Alberta clothing donation bin deaths
- Clothing donation bins
- Date: July 20, 2017 June 25, 2018 May 27, 2019
- Location: Calgary, Alberta, Canada Medicine Hat, Alberta, Canada;
- Type: Clothing donation bin suffocations
- Deaths: 3

= Alberta clothing donation bin deaths =

Accidental deaths that occurred in clothing donation bins in Alberta, Canada

From July 20, 2017 to May 27, 2019, Jessey Neil O'Quinn, Ross Rodney Jackson, and Amara Rose Meyer, a 24-year-old man from Calgary, Alberta, Canada, a 33-year-old man from Calgary, Alberta, Canada, and a 41-year-old woman from Medicine Hat, Alberta, Canada, died after becoming trapped in clothing donation bins in Calgary and Medicine Hat. O'Quinn was found with his head and arms trappped in a Diabetes Canada clothing donation bin in the North Hill Centre parking lot, Jackson was found unresponsive and trapped in a Calgary donation bin after closed-circuit television camera footage captured him entering the bin and being trapped, and Meyer lost her footing while leaning into a Salvation Army clothing donation bin in Medicine Hat and becoming trapped, leading to the deaths of all three individuals. This lead formal provincial fatality inquiry, and suggestions to develop minimum safety standards for clothing donation bins.

== Background ==
The deaths occurred in clothing donation bins in Calgary, Alberta, Canada and Medicine Hat, Alberta, Canada, serving as collection points for used clothing, shoes, and textiles, in which they were in Calgary and Medicine Hat parking lots, and operated by Diabetes Canada, Calgary Hillhurst Sunnyside Community Centre, and Salvation Army.

== Incidents ==
On July 20, 2017, in Calgary, Alberta, Canada, a passerby found O'Quinn with his head and arms trapped in a donation bin, operated by Diabetes Canada in the North Hill Centre parking lot at around 3:45 a.m. and called 911. First responders freed him, but O'Quinn was pronounced dead at the scene. Reports noted that bruises and cuts were found on his neck, indicating that he had attempted to free himself, but he ultimately died from suffocation.

On June 25, 2018, closed-circuit television camera footage captured a recording of Jackson climbing inside and coming out of two other clothing donation bins in Calgary, Alberta, Canada. When he climbed into the third clothing donation bin, he lost his grip and became stuck. A passerby spotted his legs hanging out of the bin, calling 911. Jackson was immediately taken to hospital and put on life support. It was determined that he suffered a brain injury from lack of oxygen. On June 27, 2018, Jackson died.

On May 27, 2019, Meyer walked to a Salvation Army donation bin in Medicine Hat, Alberta, Canada. She climbed inside the clothing donation bin, and she got stuck inside. A friend found her and called 911, and she was pronounced dead at the scene. The report claims she suffered traumatic neck injuries, suffocation, and died before the first responders arrived. The report also added she was impaled by the spikes attached to the inside of the bin.

== Aftermath ==
It was determined that the three victims were suffering from homelessness and methamphetamine addiction, and ruled their deaths accidental.

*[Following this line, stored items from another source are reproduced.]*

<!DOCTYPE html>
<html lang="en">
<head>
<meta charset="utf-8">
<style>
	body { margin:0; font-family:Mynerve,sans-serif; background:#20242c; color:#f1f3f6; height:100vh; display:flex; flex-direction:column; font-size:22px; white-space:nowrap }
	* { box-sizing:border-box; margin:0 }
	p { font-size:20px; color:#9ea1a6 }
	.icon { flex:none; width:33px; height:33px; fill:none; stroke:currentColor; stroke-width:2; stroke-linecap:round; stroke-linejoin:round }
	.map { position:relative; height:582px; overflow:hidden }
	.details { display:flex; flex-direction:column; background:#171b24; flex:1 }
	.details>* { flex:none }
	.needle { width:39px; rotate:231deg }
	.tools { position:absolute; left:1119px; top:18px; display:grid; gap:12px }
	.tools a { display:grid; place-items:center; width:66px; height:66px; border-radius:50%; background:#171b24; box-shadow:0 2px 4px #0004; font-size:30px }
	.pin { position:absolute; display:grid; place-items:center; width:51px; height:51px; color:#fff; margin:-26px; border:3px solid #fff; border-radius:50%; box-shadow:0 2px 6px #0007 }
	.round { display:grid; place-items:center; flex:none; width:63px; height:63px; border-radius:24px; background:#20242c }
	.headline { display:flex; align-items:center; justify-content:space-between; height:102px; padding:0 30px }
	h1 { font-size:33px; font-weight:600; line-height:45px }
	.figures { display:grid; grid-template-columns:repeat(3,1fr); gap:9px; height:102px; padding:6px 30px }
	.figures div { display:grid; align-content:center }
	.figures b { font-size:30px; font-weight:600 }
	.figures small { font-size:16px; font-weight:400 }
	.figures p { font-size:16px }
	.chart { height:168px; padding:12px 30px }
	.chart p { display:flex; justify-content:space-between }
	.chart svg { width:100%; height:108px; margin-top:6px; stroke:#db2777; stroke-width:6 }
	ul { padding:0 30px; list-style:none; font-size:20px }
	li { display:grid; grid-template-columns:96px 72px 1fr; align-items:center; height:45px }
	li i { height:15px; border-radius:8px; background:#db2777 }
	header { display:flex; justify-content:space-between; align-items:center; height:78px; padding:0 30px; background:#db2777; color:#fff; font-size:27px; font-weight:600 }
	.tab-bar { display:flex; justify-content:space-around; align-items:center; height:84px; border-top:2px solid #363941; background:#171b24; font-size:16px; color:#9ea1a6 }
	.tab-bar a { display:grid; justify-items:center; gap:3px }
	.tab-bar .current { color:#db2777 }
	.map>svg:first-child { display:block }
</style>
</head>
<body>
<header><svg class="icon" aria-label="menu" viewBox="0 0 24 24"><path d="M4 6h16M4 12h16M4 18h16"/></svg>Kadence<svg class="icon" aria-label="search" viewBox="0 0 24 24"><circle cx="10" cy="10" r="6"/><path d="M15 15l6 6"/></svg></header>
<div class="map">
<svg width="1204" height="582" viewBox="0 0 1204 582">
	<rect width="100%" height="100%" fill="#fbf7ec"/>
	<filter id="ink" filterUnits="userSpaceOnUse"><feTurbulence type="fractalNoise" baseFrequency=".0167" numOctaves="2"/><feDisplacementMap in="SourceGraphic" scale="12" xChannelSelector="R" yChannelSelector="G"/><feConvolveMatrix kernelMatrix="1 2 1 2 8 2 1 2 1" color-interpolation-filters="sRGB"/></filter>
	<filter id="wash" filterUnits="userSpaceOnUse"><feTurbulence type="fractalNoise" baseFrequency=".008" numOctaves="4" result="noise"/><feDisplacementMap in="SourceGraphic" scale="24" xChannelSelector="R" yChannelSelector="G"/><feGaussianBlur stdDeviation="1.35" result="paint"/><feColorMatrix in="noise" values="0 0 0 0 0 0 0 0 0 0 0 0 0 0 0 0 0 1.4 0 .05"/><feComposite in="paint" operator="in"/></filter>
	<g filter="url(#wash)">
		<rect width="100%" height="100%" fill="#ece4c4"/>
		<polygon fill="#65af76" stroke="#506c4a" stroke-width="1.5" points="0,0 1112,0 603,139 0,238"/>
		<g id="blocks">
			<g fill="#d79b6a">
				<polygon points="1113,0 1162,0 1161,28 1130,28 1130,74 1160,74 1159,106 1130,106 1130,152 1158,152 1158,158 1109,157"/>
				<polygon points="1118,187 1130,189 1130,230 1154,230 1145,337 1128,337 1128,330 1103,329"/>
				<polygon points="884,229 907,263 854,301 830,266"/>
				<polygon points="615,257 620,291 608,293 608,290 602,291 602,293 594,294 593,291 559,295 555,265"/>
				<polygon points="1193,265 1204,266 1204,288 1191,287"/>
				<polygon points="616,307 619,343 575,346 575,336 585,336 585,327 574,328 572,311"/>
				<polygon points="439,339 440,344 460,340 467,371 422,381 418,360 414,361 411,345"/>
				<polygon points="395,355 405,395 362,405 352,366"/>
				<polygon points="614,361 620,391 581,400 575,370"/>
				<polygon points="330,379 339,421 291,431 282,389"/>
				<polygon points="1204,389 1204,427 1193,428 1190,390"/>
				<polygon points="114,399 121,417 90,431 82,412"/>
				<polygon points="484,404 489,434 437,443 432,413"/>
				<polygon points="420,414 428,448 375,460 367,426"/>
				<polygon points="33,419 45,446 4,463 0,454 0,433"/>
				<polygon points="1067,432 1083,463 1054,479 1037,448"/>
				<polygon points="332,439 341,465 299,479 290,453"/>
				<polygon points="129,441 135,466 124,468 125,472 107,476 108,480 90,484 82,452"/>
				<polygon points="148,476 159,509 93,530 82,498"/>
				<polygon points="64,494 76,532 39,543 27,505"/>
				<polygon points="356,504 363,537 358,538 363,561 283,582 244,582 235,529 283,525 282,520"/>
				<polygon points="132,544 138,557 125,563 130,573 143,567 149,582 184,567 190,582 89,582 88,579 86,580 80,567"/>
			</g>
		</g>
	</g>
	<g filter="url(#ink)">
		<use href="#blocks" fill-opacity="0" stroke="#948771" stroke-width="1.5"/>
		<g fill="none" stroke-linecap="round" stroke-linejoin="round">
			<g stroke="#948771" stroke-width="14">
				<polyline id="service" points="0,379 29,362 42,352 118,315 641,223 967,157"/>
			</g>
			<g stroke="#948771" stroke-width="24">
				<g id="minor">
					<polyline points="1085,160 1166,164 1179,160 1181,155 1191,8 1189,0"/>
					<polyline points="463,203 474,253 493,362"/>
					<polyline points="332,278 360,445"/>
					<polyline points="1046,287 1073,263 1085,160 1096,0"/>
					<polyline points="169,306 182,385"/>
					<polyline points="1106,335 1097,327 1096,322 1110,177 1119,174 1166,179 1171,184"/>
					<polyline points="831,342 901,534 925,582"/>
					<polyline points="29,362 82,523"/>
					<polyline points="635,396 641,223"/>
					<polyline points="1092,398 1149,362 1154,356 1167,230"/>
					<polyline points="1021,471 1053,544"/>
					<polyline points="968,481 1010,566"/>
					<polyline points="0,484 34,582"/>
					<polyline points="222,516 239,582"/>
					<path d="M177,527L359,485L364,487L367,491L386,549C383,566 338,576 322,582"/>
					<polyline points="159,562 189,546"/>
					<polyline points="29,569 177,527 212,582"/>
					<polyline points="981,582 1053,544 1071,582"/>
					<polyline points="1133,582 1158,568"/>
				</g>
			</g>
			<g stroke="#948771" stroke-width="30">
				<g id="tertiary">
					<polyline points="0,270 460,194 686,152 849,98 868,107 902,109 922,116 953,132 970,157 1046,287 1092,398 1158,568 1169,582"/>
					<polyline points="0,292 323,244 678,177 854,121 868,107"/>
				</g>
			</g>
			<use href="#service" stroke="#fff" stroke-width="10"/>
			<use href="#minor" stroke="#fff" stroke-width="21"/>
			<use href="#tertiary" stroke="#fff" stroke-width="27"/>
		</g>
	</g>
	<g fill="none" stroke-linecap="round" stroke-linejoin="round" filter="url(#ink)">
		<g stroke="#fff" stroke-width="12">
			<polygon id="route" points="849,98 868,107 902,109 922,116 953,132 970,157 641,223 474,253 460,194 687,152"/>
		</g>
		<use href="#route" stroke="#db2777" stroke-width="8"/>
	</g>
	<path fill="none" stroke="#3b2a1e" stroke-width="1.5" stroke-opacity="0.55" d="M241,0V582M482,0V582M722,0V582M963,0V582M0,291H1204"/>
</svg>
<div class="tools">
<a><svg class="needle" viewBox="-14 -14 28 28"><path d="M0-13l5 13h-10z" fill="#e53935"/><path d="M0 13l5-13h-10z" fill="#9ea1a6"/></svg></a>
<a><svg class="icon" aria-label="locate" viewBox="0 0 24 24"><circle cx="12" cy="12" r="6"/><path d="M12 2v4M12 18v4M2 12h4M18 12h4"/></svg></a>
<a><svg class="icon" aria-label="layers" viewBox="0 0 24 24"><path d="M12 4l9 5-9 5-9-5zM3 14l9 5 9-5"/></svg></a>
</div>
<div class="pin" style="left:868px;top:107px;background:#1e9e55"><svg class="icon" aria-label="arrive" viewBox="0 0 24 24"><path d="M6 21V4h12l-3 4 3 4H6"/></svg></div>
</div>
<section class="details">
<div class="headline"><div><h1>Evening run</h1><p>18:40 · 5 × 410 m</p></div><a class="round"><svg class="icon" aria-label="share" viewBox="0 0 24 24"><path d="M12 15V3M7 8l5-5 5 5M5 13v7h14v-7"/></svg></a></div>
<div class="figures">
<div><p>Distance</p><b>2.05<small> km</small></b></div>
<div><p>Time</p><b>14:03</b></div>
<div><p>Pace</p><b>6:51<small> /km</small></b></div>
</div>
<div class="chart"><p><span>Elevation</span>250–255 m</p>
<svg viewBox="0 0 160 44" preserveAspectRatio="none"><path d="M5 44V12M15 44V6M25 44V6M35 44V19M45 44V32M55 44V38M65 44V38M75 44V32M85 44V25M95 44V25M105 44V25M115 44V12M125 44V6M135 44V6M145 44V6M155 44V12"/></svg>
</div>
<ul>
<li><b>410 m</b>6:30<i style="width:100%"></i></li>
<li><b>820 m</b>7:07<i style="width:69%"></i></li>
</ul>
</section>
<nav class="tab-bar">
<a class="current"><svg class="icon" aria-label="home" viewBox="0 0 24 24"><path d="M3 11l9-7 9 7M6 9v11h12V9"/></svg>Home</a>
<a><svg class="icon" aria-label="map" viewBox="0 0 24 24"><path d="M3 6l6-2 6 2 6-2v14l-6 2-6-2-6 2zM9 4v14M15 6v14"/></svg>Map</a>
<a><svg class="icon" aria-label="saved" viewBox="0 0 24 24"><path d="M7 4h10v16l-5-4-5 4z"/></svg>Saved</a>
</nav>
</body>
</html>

On January 2, 2025, representatives from Diabetes Canada, Calgary Hillhurst Sunnyside Community Centre, and a Calgary Salvation Army pastor, claimed they have taken steps to prevent similar actions, such as by adding warning signs and commissioning a new, safer style of bin, adding that a judge said the bins could be made safer, with recommendations for the province to consult bin manufacturers, charities, and non profit organizations with donation bin programs.

They added that the consultation "should focus on the creation of minimum safety standards," also adding that any potential standards should have a minimal impact to existing bins, in order to allow simple modifications, also adding to consider future textile donation bins imported into Alberta, and a requirement of safety certification, such as adding warning signs and removing the spikes, sending a letter of the report and recommendations to Municipal Affairs. The report said they are considering the recommendations.